● **INFORMATION**
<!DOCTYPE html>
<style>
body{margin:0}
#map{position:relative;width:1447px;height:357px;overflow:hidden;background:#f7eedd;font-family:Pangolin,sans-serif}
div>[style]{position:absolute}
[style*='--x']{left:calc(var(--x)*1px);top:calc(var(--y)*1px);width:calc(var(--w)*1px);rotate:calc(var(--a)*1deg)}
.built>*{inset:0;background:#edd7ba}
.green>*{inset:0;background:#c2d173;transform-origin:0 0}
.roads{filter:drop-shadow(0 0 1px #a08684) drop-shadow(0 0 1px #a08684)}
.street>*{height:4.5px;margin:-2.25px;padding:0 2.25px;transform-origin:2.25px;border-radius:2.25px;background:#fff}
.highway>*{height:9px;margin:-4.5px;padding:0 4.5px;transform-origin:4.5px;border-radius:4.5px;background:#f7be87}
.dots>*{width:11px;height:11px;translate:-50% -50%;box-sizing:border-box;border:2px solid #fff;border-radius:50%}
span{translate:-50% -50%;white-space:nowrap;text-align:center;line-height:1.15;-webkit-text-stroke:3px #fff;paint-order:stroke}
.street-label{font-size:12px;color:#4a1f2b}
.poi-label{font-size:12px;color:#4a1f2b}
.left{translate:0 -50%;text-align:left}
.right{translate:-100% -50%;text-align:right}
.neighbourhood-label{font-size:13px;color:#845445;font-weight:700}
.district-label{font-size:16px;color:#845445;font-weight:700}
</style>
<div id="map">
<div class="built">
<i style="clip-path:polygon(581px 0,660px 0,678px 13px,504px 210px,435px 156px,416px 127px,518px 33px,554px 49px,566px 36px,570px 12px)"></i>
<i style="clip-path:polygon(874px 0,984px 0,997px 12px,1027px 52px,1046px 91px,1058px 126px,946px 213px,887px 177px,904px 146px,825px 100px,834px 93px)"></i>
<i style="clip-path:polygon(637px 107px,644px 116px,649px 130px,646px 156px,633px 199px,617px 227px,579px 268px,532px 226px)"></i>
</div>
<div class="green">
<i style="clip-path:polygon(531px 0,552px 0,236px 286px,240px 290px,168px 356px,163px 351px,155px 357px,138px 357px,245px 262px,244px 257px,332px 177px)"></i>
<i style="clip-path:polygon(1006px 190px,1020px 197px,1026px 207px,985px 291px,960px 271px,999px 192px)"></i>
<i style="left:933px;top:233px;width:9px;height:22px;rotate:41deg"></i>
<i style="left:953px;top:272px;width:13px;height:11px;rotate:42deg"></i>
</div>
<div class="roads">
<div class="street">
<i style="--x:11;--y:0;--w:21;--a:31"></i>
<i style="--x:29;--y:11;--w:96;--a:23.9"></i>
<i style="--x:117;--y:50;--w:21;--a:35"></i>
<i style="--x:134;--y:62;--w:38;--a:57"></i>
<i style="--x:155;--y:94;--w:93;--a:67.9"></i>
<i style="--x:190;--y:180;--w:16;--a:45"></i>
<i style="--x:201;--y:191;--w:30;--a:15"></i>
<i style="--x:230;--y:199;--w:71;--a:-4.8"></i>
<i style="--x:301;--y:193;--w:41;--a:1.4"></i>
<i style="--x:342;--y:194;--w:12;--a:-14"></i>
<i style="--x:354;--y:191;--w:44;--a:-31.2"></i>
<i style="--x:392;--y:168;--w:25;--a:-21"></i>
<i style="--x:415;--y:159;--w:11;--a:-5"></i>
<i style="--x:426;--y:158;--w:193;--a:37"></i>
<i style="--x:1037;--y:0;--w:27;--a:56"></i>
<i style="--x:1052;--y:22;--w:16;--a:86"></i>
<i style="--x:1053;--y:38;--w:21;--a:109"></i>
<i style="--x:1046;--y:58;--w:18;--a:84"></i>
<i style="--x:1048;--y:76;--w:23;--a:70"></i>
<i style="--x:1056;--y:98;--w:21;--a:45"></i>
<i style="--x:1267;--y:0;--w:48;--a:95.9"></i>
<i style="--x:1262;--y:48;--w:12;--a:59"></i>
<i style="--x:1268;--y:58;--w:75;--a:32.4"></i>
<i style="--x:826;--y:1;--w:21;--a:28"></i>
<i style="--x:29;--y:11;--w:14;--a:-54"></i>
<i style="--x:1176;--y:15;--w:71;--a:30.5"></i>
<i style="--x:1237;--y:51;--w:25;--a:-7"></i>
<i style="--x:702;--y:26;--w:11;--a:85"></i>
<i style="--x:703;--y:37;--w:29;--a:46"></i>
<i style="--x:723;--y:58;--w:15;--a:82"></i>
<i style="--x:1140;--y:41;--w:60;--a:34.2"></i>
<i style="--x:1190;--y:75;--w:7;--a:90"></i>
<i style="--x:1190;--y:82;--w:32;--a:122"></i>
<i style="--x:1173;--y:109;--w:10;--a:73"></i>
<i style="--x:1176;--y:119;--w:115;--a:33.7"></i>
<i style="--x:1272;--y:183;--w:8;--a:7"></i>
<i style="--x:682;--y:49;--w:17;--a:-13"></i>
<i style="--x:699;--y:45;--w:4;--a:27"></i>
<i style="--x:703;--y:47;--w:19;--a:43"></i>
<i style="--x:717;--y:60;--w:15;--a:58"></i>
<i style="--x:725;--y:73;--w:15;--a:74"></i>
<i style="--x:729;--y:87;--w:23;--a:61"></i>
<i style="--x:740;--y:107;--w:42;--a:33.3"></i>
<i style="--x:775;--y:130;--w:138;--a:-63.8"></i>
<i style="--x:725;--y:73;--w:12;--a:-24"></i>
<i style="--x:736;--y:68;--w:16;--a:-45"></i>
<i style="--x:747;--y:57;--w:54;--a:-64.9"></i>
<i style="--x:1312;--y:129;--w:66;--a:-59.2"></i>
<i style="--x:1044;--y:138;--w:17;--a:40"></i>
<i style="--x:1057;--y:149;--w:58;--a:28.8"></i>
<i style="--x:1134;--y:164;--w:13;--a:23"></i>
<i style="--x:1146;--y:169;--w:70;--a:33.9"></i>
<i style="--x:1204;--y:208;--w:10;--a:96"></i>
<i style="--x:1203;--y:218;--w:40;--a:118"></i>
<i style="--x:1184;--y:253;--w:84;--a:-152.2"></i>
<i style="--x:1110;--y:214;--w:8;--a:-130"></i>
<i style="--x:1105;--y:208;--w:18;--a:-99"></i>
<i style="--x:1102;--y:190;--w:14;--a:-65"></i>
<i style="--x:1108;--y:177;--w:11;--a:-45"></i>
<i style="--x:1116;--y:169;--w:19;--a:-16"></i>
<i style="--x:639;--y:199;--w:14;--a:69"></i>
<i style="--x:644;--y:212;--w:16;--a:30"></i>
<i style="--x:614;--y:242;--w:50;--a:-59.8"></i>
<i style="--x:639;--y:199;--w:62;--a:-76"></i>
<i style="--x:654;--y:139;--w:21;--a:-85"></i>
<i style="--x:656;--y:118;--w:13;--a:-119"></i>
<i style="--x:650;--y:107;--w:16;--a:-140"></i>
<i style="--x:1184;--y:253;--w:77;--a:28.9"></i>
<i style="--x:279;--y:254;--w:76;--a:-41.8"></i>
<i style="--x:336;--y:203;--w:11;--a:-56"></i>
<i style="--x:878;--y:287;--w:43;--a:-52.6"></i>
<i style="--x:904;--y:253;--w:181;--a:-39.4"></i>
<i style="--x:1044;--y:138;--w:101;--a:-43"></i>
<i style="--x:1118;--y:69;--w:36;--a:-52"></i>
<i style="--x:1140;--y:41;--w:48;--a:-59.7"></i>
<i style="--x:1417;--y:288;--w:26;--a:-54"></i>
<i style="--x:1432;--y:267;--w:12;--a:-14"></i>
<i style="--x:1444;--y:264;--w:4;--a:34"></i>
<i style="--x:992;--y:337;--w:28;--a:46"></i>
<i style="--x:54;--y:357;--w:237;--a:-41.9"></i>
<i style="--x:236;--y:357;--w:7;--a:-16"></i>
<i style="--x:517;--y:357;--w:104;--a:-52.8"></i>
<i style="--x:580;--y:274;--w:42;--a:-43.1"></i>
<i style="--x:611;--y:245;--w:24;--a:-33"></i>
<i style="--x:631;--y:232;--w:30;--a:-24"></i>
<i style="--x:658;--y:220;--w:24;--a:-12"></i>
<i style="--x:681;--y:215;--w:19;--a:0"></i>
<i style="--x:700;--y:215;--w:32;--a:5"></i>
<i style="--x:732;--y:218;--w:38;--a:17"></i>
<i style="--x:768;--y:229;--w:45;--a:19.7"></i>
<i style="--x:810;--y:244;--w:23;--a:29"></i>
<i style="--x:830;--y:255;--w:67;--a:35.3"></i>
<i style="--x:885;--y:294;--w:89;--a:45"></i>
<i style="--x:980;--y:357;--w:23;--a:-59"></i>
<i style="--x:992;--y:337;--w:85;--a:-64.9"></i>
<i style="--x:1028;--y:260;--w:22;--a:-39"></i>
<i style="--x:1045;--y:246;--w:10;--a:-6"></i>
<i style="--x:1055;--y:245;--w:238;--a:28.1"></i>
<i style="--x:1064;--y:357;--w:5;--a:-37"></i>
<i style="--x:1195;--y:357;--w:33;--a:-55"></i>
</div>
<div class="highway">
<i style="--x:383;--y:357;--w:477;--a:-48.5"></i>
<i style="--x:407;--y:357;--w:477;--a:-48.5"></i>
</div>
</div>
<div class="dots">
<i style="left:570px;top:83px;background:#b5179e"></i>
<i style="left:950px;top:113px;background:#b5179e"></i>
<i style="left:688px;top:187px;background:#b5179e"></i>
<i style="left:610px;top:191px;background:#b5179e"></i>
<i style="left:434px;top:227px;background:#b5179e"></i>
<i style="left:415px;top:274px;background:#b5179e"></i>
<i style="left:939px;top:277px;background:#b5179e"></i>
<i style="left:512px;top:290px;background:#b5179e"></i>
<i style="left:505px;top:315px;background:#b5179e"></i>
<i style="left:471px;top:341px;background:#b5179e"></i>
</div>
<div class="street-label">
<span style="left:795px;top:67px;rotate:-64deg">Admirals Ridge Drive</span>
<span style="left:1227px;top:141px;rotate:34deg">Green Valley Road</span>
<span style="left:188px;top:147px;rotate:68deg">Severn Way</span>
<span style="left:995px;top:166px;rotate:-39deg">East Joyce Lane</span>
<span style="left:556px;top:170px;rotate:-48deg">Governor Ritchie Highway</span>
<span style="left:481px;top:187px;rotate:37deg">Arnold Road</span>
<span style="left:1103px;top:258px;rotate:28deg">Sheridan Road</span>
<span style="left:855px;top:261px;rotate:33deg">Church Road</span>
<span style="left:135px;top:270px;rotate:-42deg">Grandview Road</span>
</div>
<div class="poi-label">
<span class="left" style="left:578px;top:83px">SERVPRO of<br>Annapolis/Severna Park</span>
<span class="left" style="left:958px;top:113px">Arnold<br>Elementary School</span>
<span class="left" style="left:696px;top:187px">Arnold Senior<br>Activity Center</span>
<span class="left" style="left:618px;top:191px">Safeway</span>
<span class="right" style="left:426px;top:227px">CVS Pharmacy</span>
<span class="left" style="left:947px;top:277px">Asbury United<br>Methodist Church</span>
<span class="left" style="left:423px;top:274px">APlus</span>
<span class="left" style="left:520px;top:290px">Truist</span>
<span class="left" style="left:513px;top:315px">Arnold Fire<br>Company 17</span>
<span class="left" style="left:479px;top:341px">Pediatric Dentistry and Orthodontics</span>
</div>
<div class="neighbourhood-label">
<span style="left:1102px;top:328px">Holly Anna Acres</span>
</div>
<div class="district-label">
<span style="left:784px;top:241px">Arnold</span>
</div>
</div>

● **EXERCISE DETAILS**
Look through the material above for the word "size" and copy every line that has it.

● **SOLUTION TO THE EXERCISE**
.street-label{font-size:12px;color:#4a1f2b}
.poi-label{font-size:12px;color:#4a1f2b}
.neighbourhood-label{font-size:13px;color:#845445;font-weight:700}
.district-label{font-size:16px;color:#845445;font-weight:700}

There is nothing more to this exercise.